Task objective: Below are records. Find each line in them that holds the word "halo" and copy it.

Study material:
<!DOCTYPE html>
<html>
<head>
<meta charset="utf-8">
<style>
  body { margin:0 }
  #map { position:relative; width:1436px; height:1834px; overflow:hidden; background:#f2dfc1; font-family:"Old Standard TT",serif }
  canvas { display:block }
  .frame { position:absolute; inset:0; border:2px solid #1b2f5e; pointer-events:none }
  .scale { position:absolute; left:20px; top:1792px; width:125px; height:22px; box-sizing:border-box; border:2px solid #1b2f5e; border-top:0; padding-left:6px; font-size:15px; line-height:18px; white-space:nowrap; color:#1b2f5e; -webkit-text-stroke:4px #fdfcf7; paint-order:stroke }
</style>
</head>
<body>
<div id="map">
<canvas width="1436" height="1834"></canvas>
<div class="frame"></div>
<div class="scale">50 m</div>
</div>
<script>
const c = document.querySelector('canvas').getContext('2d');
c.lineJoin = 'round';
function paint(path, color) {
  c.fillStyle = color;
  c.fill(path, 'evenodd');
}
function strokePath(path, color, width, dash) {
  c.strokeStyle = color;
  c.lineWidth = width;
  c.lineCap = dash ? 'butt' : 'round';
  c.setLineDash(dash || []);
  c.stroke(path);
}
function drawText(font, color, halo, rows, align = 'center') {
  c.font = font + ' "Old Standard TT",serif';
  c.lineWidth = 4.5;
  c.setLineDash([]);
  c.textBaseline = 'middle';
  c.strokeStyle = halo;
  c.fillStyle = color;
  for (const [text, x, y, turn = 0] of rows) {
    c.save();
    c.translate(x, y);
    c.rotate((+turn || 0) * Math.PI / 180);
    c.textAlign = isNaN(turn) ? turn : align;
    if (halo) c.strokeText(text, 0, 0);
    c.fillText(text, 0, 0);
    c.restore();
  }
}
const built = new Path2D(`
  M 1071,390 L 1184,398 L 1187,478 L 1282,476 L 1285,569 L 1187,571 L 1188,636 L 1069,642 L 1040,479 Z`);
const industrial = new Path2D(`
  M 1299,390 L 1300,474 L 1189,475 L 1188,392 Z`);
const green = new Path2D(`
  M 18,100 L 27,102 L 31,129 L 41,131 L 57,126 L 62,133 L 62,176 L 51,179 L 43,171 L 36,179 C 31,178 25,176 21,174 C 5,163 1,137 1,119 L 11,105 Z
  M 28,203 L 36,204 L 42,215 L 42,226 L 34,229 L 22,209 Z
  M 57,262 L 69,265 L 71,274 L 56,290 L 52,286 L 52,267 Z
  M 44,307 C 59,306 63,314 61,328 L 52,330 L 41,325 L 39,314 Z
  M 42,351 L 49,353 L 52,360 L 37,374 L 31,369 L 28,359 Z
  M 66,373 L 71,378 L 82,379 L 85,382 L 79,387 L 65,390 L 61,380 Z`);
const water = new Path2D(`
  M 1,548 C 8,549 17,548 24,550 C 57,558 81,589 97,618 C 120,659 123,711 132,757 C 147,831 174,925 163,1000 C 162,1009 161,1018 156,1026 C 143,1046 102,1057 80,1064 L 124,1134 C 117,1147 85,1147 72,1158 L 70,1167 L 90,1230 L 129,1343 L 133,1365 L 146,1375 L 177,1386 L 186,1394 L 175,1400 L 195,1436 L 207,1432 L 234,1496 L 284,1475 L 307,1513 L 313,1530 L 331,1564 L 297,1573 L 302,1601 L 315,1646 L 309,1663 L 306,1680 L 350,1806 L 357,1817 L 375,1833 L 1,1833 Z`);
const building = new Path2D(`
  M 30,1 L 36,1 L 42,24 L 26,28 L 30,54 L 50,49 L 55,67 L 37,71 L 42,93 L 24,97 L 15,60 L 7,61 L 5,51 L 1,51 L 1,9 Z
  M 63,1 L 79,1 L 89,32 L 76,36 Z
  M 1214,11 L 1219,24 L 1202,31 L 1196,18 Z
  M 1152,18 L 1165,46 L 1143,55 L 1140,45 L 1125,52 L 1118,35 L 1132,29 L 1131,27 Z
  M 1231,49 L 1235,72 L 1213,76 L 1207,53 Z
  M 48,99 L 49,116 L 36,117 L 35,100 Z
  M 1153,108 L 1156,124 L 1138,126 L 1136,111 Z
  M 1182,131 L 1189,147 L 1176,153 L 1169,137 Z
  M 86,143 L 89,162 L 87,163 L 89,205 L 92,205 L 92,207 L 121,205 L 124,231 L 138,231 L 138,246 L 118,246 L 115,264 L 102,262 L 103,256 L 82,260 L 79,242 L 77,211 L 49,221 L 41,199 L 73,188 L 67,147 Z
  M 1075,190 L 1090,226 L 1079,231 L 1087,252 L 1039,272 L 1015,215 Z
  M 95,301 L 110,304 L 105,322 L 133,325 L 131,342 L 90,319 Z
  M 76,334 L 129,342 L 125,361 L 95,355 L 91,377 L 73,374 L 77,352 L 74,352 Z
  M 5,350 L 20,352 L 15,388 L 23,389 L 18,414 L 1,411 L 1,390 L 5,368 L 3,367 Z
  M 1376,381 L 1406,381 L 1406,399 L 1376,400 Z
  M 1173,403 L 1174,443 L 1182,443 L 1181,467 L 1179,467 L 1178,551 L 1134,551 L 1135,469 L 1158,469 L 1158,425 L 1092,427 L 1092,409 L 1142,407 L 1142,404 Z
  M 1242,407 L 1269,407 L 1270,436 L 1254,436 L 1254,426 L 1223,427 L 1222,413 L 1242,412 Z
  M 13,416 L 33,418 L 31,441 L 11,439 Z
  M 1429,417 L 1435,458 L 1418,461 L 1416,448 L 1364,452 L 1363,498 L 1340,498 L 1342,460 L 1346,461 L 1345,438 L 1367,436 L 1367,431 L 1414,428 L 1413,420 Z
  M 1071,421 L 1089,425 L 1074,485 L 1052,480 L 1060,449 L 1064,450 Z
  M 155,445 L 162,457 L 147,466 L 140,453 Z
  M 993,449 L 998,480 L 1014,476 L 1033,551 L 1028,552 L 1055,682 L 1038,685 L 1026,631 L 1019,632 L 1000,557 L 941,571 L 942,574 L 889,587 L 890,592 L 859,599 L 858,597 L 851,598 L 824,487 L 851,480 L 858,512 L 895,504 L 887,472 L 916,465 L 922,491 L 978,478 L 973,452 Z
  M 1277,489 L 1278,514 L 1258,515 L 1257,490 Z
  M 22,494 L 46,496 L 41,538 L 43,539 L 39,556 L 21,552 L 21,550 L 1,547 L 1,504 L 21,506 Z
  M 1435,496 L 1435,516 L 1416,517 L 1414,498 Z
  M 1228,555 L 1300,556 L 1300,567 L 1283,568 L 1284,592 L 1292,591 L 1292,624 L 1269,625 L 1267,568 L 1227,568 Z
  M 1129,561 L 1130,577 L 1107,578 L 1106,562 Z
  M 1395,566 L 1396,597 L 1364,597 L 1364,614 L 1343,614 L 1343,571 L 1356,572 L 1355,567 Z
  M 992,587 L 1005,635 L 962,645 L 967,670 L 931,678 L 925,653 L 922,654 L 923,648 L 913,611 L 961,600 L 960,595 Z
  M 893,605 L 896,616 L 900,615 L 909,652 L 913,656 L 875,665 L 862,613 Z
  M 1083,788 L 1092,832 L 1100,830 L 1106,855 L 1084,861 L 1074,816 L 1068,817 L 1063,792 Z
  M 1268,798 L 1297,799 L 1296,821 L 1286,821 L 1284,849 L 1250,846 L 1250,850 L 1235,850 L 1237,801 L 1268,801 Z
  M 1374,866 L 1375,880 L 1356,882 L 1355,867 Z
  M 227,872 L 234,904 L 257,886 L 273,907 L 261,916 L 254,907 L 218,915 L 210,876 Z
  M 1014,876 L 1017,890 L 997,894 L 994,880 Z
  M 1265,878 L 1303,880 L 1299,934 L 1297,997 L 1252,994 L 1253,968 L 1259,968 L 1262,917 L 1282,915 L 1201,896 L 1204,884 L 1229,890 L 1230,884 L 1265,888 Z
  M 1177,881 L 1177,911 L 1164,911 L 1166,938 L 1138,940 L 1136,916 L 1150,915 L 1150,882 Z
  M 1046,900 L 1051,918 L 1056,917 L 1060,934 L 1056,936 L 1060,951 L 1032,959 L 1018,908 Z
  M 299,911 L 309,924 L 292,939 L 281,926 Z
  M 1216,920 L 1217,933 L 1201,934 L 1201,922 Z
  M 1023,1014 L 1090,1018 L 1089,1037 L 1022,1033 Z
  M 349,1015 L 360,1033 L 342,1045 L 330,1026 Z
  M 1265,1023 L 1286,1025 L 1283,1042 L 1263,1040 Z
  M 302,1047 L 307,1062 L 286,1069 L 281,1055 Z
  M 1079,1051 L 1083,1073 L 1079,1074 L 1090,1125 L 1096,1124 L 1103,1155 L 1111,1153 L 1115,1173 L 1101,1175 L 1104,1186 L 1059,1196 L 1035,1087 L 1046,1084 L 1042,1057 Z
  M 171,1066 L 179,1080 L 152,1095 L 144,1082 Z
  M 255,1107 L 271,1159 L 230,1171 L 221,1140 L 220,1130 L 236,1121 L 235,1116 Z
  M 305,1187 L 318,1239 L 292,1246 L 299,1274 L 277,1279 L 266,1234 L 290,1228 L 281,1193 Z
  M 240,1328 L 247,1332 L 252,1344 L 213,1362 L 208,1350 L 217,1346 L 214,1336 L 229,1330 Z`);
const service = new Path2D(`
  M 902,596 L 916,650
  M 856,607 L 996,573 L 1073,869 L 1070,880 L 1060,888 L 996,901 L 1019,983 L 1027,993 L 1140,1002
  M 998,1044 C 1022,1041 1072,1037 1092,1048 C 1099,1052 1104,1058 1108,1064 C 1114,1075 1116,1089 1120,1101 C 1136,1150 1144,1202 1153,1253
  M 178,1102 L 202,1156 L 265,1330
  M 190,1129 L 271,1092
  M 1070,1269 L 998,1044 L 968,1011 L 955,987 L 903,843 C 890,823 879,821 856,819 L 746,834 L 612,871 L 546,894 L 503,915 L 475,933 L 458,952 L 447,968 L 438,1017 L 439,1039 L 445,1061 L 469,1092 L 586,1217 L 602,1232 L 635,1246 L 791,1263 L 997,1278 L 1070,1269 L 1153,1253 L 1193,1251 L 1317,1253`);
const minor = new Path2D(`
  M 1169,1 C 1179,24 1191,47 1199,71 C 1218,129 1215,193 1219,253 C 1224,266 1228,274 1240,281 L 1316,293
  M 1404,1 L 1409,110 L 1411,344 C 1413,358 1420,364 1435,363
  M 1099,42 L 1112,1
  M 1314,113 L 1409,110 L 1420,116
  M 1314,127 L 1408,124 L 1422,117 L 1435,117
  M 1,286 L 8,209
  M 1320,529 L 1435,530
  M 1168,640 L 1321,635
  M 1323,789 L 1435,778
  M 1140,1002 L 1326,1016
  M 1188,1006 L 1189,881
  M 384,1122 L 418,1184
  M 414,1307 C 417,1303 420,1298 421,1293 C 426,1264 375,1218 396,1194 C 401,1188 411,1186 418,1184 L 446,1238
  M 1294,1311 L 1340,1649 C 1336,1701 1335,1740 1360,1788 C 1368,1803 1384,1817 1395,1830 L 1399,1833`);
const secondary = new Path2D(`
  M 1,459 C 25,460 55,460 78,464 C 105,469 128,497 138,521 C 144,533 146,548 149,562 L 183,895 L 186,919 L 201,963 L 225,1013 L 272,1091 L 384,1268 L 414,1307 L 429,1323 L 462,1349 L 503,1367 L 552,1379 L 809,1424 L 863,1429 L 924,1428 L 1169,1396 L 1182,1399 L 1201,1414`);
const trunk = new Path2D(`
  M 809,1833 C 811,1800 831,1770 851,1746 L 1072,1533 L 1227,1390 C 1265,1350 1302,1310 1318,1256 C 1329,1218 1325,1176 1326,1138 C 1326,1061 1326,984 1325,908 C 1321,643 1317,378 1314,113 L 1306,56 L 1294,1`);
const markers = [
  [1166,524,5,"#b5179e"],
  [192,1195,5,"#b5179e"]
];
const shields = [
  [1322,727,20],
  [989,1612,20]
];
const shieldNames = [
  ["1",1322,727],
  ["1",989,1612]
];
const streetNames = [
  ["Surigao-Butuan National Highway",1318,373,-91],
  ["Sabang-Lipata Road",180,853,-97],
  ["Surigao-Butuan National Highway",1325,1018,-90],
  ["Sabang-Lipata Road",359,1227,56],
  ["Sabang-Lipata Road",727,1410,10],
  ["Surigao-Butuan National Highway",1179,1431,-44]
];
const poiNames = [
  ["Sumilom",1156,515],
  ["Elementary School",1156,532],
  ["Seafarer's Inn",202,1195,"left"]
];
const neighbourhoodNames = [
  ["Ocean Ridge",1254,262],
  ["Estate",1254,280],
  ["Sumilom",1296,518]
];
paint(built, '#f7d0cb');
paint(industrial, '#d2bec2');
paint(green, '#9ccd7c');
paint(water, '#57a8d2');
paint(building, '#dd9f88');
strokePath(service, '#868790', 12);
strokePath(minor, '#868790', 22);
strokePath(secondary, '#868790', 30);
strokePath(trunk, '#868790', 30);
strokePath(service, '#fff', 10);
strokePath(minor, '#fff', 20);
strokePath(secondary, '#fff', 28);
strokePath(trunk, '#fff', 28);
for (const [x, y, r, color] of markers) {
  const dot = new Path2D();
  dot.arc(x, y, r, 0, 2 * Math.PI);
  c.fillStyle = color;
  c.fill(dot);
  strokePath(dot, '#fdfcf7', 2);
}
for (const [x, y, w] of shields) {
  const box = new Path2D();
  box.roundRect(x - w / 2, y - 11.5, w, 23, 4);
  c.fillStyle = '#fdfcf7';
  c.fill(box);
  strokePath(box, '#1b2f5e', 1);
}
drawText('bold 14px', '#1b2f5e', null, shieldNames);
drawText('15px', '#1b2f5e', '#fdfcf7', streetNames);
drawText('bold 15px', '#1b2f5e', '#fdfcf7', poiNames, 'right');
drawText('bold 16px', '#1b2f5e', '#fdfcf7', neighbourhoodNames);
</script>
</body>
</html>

Answer to the problem:
function drawText(font, color, halo, rows, align = 'center') {
  c.strokeStyle = halo;
    if (halo) c.strokeText(text, 0, 0);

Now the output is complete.